> _TASK DESCRIPTION_
Here the requirement is to repeat every record exactly, in full.

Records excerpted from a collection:

———

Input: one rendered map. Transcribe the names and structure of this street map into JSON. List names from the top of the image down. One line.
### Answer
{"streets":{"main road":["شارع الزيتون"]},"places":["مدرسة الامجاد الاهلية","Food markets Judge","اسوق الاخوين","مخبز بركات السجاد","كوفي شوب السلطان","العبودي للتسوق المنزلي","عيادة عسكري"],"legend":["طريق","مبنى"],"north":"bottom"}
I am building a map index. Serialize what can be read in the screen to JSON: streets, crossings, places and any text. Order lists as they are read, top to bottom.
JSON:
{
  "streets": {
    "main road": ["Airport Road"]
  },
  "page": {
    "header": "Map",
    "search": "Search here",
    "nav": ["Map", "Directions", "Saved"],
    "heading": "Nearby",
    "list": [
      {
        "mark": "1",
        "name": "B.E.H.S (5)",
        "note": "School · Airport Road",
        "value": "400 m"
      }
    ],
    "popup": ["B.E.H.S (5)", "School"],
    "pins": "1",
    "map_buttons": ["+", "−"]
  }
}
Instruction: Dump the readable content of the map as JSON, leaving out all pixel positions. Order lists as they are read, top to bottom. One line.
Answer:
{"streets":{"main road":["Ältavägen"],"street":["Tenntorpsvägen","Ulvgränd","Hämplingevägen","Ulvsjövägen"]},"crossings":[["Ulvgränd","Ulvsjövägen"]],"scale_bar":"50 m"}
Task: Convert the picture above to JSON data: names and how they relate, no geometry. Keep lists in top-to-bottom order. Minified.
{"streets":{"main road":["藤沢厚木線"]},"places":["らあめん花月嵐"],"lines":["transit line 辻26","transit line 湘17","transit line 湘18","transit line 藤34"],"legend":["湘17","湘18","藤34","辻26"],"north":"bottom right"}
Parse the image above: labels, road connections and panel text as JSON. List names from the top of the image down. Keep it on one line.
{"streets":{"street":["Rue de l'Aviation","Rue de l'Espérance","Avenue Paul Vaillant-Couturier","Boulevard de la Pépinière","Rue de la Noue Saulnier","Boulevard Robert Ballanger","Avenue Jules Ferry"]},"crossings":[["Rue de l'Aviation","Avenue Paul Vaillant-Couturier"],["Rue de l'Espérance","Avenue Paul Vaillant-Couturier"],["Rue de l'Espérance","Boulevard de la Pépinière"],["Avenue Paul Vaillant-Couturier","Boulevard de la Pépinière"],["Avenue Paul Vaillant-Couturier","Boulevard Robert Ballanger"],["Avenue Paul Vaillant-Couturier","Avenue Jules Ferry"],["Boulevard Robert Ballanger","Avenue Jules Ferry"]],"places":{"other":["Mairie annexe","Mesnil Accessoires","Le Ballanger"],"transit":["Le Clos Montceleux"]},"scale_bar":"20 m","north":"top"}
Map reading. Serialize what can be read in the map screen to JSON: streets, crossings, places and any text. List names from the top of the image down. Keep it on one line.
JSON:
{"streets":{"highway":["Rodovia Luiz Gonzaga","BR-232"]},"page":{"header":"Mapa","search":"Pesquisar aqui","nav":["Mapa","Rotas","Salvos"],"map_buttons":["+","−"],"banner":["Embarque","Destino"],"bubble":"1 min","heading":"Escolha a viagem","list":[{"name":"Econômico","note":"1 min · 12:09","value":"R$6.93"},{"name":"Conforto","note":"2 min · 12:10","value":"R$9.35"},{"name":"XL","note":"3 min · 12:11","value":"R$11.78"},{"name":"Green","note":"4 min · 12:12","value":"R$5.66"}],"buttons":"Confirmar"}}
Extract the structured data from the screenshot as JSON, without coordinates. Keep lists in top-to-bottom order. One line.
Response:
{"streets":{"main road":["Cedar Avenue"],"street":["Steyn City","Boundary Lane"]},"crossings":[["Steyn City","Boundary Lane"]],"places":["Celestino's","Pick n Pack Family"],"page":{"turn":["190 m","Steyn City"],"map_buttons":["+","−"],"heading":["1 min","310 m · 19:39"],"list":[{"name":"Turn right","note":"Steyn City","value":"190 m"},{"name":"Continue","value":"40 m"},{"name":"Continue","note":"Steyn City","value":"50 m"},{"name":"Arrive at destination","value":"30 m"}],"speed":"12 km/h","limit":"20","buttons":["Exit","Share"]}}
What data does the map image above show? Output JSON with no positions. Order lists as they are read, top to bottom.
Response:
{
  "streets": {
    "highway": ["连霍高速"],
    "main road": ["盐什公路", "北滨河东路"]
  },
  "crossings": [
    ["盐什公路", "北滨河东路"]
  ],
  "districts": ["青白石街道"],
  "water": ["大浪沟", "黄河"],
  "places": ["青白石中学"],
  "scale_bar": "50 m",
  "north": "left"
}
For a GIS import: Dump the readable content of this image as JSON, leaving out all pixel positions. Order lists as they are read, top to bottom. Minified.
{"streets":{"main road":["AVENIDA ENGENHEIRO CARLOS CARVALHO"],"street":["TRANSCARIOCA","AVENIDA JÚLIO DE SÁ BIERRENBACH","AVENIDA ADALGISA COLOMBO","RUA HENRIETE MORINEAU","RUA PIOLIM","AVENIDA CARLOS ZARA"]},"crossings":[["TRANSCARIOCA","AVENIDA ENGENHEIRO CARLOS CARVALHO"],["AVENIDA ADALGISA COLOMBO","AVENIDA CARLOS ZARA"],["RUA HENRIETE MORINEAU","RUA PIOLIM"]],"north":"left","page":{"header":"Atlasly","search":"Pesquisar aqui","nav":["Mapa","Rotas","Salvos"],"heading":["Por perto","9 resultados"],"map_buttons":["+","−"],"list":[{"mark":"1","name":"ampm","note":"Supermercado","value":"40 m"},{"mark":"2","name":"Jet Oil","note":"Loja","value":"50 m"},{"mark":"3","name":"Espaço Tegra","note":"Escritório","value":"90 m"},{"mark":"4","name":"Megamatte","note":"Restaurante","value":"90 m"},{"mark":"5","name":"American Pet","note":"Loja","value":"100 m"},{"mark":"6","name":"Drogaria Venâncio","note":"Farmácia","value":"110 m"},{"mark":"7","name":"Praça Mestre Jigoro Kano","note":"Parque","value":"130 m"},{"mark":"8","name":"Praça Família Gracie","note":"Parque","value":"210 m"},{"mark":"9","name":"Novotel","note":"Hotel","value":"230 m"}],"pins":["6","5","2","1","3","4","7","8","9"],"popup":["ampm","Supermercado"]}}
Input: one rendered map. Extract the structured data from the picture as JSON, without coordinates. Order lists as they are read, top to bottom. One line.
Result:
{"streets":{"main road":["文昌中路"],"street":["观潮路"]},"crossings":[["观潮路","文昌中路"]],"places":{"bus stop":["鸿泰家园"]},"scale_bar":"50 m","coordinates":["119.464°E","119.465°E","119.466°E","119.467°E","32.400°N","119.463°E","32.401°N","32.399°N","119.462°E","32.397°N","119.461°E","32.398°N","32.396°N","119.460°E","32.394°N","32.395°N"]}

———

> _SOLVED EXERCISE_
Input: one rendered map. Transcribe the names and structure of this street map into JSON. List names from the top of the image down. One line.
### Answer
{"streets":{"main road":["شارع الزيتون"]},"places":["مدرسة الامجاد الاهلية","Food markets Judge","اسوق الاخوين","مخبز بركات السجاد","كوفي شوب السلطان","العبودي للتسوق المنزلي","عيادة عسكري"],"legend":["طريق","مبنى"],"north":"bottom"}
I am building a map index. Serialize what can be read in the screen to JSON: streets, crossings, places and any text. Order lists as they are read, top to bottom.
JSON:
{
  "streets": {
    "main road": ["Airport Road"]
  },
  "page": {
    "header": "Map",
    "search": "Search here",
    "nav": ["Map", "Directions", "Saved"],
    "heading": "Nearby",
    "list": [
      {
        "mark": "1",
        "name": "B.E.H.S (5)",
        "note": "School · Airport Road",
        "value": "400 m"
      }
    ],
    "popup": ["B.E.H.S (5)", "School"],
    "pins": "1",
    "map_buttons": ["+", "−"]
  }
}
Instruction: Dump the readable content of the map as JSON, leaving out all pixel positions. Order lists as they are read, top to bottom. One line.
Answer:
{"streets":{"main road":["Ältavägen"],"street":["Tenntorpsvägen","Ulvgränd","Hämplingevägen","Ulvsjövägen"]},"crossings":[["Ulvgränd","Ulvsjövägen"]],"scale_bar":"50 m"}
Task: Convert the picture above to JSON data: names and how they relate, no geometry. Keep lists in top-to-bottom order. Minified.
{"streets":{"main road":["藤沢厚木線"]},"places":["らあめん花月嵐"],"lines":["transit line 辻26","transit line 湘17","transit line 湘18","transit line 藤34"],"legend":["湘17","湘18","藤34","辻26"],"north":"bottom right"}
Parse the image above: labels, road connections and panel text as JSON. List names from the top of the image down. Keep it on one line.
{"streets":{"street":["Rue de l'Aviation","Rue de l'Espérance","Avenue Paul Vaillant-Couturier","Boulevard de la Pépinière","Rue de la Noue Saulnier","Boulevard Robert Ballanger","Avenue Jules Ferry"]},"crossings":[["Rue de l'Aviation","Avenue Paul Vaillant-Couturier"],["Rue de l'Espérance","Avenue Paul Vaillant-Couturier"],["Rue de l'Espérance","Boulevard de la Pépinière"],["Avenue Paul Vaillant-Couturier","Boulevard de la Pépinière"],["Avenue Paul Vaillant-Couturier","Boulevard Robert Ballanger"],["Avenue Paul Vaillant-Couturier","Avenue Jules Ferry"],["Boulevard Robert Ballanger","Avenue Jules Ferry"]],"places":{"other":["Mairie annexe","Mesnil Accessoires","Le Ballanger"],"transit":["Le Clos Montceleux"]},"scale_bar":"20 m","north":"top"}
Map reading. Serialize what can be read in the map screen to JSON: streets, crossings, places and any text. List names from the top of the image down. Keep it on one line.
JSON:
{"streets":{"highway":["Rodovia Luiz Gonzaga","BR-232"]},"page":{"header":"Mapa","search":"Pesquisar aqui","nav":["Mapa","Rotas","Salvos"],"map_buttons":["+","−"],"banner":["Embarque","Destino"],"bubble":"1 min","heading":"Escolha a viagem","list":[{"name":"Econômico","note":"1 min · 12:09","value":"R$6.93"},{"name":"Conforto","note":"2 min · 12:10","value":"R$9.35"},{"name":"XL","note":"3 min · 12:11","value":"R$11.78"},{"name":"Green","note":"4 min · 12:12","value":"R$5.66"}],"buttons":"Confirmar"}}
Extract the structured data from the screenshot as JSON, without coordinates. Keep lists in top-to-bottom order. One line.
Response:
{"streets":{"main road":["Cedar Avenue"],"street":["Steyn City","Boundary Lane"]},"crossings":[["Steyn City","Boundary Lane"]],"places":["Celestino's","Pick n Pack Family"],"page":{"turn":["190 m","Steyn City"],"map_buttons":["+","−"],"heading":["1 min","310 m · 19:39"],"list":[{"name":"Turn right","note":"Steyn City","value":"190 m"},{"name":"Continue","value":"40 m"},{"name":"Continue","note":"Steyn City","value":"50 m"},{"name":"Arrive at destination","value":"30 m"}],"speed":"12 km/h","limit":"20","buttons":["Exit","Share"]}}
What data does the map image above show? Output JSON with no positions. Order lists as they are read, top to bottom.
Response:
{
  "streets": {
    "highway": ["连霍高速"],
    "main road": ["盐什公路", "北滨河东路"]
  },
  "crossings": [
    ["盐什公路", "北滨河东路"]
  ],
  "districts": ["青白石街道"],
  "water": ["大浪沟", "黄河"],
  "places": ["青白石中学"],
  "scale_bar": "50 m",
  "north": "left"
}
For a GIS import: Dump the readable content of this image as JSON, leaving out all pixel positions. Order lists as they are read, top to bottom. Minified.
{"streets":{"main road":["AVENIDA ENGENHEIRO CARLOS CARVALHO"],"street":["TRANSCARIOCA","AVENIDA JÚLIO DE SÁ BIERRENBACH","AVENIDA ADALGISA COLOMBO","RUA HENRIETE MORINEAU","RUA PIOLIM","AVENIDA CARLOS ZARA"]},"crossings":[["TRANSCARIOCA","AVENIDA ENGENHEIRO CARLOS CARVALHO"],["AVENIDA ADALGISA COLOMBO","AVENIDA CARLOS ZARA"],["RUA HENRIETE MORINEAU","RUA PIOLIM"]],"north":"left","page":{"header":"Atlasly","search":"Pesquisar aqui","nav":["Mapa","Rotas","Salvos"],"heading":["Por perto","9 resultados"],"map_buttons":["+","−"],"list":[{"mark":"1","name":"ampm","note":"Supermercado","value":"40 m"},{"mark":"2","name":"Jet Oil","note":"Loja","value":"50 m"},{"mark":"3","name":"Espaço Tegra","note":"Escritório","value":"90 m"},{"mark":"4","name":"Megamatte","note":"Restaurante","value":"90 m"},{"mark":"5","name":"American Pet","note":"Loja","value":"100 m"},{"mark":"6","name":"Drogaria Venâncio","note":"Farmácia","value":"110 m"},{"mark":"7","name":"Praça Mestre Jigoro Kano","note":"Parque","value":"130 m"},{"mark":"8","name":"Praça Família Gracie","note":"Parque","value":"210 m"},{"mark":"9","name":"Novotel","note":"Hotel","value":"230 m"}],"pins":["6","5","2","1","3","4","7","8","9"],"popup":["ampm","Supermercado"]}}
Input: one rendered map. Extract the structured data from the picture as JSON, without coordinates. Order lists as they are read, top to bottom. One line.
Result:
{"streets":{"main road":["文昌中路"],"street":["观潮路"]},"crossings":[["观潮路","文昌中路"]],"places":{"bus stop":["鸿泰家园"]},"scale_bar":"50 m","coordinates":["119.464°E","119.465°E","119.466°E","119.467°E","32.400°N","119.463°E","32.401°N","32.399°N","119.462°E","32.397°N","119.461°E","32.398°N","32.396°N","119.460°E","32.394°N","32.395°N"]}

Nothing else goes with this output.